Directions
Transcribe, word for word and without additions, each line below from the one containing "809 587 850" through the one containing "1157 664 1182V1518L548", both ends included.

Saved entries:
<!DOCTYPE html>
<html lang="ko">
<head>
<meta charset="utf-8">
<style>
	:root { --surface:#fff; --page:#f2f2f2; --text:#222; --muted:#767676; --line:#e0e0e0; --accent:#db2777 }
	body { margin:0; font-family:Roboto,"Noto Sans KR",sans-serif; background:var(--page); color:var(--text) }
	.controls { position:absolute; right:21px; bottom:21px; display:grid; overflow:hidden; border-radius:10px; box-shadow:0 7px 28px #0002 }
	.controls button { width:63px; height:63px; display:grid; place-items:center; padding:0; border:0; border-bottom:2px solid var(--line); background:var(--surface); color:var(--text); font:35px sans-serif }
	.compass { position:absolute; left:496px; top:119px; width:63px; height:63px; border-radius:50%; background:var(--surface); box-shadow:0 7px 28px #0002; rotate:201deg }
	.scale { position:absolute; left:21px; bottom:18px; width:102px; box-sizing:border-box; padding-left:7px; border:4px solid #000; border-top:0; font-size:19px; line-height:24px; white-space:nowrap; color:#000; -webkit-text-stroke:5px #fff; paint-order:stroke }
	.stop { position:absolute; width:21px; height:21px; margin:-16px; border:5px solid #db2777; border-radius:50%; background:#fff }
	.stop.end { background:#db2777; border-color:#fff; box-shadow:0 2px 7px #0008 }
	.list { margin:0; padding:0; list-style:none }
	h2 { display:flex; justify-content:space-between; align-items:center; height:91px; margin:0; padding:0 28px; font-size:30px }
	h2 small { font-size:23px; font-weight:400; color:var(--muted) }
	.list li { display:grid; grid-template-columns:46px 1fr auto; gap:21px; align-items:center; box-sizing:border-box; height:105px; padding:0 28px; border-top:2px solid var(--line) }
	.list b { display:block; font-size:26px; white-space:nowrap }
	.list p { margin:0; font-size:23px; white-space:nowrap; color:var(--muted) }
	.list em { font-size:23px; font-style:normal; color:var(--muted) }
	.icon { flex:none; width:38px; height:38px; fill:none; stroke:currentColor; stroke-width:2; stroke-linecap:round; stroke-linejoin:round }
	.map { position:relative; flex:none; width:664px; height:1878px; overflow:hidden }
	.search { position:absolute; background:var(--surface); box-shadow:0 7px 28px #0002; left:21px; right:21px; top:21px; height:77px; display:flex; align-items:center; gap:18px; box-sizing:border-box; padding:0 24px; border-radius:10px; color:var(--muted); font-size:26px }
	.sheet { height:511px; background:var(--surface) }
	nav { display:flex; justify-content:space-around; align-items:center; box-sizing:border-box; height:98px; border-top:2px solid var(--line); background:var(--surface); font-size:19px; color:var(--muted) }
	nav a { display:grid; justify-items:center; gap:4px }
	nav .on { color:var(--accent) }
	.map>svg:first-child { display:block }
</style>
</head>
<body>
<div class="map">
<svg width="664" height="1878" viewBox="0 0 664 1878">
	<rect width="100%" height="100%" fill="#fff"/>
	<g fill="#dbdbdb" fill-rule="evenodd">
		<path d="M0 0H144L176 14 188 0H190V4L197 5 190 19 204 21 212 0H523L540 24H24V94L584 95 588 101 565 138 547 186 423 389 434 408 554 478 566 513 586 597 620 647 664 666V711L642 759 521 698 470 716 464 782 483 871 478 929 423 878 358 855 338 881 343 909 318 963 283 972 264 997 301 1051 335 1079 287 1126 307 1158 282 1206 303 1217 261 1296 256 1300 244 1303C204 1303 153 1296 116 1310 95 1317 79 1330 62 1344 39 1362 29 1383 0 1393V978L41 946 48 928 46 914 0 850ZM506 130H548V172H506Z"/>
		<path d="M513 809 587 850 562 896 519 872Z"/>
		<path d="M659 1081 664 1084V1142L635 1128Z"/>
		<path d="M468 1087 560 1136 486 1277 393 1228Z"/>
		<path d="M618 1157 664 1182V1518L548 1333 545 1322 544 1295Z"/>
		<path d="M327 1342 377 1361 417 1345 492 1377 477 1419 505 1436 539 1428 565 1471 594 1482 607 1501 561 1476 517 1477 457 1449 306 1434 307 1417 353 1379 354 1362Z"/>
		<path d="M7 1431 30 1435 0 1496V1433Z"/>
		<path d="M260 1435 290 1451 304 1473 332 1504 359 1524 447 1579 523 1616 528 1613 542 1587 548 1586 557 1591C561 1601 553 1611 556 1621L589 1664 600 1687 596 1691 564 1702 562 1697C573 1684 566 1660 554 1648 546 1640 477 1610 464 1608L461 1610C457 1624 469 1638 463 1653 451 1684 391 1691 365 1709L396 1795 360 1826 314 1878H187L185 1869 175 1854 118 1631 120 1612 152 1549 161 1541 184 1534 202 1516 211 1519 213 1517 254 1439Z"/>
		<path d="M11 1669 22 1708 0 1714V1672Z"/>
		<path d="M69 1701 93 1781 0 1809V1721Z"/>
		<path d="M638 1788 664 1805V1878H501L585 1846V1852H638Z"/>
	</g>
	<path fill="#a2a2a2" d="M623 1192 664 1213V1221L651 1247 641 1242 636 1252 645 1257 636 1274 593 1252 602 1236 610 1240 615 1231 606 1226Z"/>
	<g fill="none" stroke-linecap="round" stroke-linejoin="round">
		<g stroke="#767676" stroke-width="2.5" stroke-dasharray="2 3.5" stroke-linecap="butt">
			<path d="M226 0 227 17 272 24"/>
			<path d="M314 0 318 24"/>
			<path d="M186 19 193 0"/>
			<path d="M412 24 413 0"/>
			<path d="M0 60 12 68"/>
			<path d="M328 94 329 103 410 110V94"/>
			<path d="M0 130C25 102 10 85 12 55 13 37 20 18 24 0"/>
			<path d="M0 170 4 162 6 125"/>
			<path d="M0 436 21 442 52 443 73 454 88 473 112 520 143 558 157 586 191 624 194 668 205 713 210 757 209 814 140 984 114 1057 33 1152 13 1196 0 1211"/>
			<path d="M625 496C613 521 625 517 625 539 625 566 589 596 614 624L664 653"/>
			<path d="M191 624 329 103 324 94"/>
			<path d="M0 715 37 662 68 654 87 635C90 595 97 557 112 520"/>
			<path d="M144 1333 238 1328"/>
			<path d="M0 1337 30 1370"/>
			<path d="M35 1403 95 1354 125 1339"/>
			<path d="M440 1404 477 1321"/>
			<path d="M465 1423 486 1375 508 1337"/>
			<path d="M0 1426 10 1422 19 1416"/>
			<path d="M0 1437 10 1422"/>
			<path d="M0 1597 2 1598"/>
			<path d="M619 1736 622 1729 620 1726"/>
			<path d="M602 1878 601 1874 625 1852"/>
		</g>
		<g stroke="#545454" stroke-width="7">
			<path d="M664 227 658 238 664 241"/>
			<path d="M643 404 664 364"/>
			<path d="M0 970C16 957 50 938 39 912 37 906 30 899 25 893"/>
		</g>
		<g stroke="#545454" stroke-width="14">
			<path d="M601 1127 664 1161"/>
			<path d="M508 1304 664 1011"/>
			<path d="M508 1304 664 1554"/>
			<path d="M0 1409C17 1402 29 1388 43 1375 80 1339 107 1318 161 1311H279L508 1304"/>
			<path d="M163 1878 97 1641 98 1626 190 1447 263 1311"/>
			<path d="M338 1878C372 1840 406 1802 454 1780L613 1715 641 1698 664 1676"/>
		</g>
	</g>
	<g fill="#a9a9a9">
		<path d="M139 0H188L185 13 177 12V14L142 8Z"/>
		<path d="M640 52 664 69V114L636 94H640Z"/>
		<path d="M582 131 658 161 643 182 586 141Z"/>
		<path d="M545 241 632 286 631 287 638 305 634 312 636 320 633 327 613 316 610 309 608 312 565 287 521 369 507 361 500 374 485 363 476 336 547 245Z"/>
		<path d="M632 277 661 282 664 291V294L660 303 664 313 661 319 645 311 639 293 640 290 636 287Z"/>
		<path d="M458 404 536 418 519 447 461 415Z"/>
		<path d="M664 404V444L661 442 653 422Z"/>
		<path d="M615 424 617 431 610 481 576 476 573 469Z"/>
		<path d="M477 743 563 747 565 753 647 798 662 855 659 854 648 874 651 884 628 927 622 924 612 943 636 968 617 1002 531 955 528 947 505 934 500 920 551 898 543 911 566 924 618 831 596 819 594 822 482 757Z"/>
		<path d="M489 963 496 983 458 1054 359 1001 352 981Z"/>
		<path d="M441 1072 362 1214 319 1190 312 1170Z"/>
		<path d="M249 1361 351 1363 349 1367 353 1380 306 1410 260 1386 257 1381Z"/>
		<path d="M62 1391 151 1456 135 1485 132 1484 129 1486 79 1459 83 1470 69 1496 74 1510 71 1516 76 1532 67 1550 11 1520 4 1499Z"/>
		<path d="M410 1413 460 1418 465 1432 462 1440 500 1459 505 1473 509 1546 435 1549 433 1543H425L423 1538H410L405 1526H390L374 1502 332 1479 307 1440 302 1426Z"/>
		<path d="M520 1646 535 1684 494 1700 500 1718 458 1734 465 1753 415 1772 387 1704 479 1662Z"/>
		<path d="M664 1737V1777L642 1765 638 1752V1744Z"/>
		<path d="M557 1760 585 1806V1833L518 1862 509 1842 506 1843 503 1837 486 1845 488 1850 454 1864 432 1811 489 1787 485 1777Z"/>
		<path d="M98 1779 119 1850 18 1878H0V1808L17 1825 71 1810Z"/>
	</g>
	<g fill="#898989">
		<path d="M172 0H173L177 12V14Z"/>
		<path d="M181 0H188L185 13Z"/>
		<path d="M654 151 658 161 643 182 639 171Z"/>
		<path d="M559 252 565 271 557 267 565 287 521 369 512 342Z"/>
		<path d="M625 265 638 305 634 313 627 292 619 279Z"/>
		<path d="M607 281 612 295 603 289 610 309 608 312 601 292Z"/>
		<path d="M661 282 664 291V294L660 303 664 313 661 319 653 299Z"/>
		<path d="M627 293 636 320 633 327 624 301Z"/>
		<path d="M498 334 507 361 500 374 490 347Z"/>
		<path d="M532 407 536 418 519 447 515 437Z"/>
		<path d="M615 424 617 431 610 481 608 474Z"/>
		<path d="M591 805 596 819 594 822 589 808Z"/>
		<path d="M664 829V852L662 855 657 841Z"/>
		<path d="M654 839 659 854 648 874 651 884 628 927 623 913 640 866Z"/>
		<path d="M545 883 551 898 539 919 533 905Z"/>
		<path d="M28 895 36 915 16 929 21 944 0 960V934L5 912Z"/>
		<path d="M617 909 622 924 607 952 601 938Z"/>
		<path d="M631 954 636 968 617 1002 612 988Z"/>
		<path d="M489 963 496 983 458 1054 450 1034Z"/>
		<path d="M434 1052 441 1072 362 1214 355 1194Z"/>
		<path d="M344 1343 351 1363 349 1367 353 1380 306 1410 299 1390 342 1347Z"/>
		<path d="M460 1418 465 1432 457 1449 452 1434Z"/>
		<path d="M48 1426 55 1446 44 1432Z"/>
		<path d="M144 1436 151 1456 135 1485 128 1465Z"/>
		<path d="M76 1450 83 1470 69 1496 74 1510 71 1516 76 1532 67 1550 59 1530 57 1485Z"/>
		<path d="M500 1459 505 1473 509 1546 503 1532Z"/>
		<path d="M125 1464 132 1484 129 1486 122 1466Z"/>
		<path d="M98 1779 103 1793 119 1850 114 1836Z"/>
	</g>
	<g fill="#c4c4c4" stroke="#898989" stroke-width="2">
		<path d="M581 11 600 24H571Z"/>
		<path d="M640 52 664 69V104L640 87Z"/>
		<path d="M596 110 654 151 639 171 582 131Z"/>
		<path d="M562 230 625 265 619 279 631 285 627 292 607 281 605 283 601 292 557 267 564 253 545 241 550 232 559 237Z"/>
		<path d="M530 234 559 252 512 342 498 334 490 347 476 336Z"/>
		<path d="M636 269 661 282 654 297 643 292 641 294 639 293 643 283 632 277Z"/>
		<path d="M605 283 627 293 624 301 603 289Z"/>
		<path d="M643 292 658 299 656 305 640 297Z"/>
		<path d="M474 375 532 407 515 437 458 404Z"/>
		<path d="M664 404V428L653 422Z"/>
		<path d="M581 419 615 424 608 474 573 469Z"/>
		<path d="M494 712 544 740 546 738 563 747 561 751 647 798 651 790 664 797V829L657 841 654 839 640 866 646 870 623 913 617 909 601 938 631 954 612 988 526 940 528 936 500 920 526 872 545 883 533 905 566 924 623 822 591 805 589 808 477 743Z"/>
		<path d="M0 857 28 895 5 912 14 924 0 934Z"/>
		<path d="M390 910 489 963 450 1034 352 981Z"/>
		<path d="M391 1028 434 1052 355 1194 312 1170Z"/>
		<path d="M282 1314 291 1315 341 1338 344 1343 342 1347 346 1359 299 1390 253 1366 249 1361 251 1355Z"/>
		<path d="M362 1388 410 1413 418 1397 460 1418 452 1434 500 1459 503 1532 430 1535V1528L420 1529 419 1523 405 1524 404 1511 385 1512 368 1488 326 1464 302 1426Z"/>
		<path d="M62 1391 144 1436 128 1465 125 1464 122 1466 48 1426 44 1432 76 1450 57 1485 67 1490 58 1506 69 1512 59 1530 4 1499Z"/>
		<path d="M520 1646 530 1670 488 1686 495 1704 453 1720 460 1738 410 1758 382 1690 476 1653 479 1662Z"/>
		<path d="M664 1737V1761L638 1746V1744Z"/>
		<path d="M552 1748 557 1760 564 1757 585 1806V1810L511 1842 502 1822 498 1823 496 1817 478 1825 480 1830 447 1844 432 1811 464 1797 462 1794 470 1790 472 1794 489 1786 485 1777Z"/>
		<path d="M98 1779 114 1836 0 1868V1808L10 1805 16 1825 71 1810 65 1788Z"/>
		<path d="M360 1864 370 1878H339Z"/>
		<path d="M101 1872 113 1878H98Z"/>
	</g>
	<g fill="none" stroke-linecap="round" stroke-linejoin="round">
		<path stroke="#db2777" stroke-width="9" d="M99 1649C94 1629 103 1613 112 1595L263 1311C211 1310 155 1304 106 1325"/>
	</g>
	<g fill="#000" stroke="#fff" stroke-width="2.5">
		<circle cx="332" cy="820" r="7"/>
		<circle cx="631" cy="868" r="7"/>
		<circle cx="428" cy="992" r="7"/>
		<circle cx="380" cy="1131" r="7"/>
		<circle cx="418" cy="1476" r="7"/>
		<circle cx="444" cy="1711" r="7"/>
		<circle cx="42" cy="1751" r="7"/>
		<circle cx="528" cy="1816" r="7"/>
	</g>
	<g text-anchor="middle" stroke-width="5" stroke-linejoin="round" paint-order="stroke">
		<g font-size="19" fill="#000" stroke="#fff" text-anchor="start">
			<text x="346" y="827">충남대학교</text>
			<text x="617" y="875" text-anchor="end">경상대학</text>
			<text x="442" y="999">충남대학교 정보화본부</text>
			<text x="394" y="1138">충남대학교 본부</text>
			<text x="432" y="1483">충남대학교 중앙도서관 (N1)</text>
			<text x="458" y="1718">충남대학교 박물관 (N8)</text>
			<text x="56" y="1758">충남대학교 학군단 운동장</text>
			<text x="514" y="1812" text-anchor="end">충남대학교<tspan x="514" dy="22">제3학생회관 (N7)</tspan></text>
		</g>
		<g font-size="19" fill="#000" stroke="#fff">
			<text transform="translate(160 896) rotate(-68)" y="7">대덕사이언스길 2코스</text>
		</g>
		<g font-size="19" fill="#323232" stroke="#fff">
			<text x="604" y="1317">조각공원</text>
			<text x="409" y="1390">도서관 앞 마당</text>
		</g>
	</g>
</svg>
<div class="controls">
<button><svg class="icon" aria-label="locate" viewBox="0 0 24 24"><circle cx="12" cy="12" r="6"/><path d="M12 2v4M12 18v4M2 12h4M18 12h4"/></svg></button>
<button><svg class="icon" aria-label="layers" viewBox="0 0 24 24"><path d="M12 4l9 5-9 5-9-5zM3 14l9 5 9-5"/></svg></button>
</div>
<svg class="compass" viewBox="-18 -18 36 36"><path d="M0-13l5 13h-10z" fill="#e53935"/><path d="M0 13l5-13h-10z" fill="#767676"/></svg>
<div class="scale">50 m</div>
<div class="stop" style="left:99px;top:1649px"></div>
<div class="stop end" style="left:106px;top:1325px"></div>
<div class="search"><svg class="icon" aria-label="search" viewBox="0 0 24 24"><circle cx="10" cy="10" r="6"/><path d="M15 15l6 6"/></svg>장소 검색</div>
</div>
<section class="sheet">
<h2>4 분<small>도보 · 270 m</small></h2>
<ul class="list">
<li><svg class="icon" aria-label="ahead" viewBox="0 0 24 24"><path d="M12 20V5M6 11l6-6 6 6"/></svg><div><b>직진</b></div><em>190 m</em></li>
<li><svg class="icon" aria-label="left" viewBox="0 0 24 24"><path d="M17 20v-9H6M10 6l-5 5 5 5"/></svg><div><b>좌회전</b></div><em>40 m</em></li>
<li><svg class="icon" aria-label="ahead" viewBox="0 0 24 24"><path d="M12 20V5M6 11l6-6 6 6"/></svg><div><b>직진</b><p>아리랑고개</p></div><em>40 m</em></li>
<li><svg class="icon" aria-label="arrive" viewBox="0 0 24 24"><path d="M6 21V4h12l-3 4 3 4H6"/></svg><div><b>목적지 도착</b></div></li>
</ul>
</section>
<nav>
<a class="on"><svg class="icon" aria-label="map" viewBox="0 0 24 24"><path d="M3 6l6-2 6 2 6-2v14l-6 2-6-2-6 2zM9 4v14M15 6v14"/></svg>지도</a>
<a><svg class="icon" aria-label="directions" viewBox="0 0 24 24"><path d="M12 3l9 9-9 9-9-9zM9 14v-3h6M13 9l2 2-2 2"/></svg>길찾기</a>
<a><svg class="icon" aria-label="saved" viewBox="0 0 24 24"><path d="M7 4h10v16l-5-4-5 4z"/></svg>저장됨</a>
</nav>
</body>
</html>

Solution below
		<path d="M513 809 587 850 562 896 519 872Z"/>
		<path d="M659 1081 664 1084V1142L635 1128Z"/>
		<path d="M468 1087 560 1136 486 1277 393 1228Z"/>
		<path d="M618 1157 664 1182V1518L548 1333 545 1322 544 1295Z"/>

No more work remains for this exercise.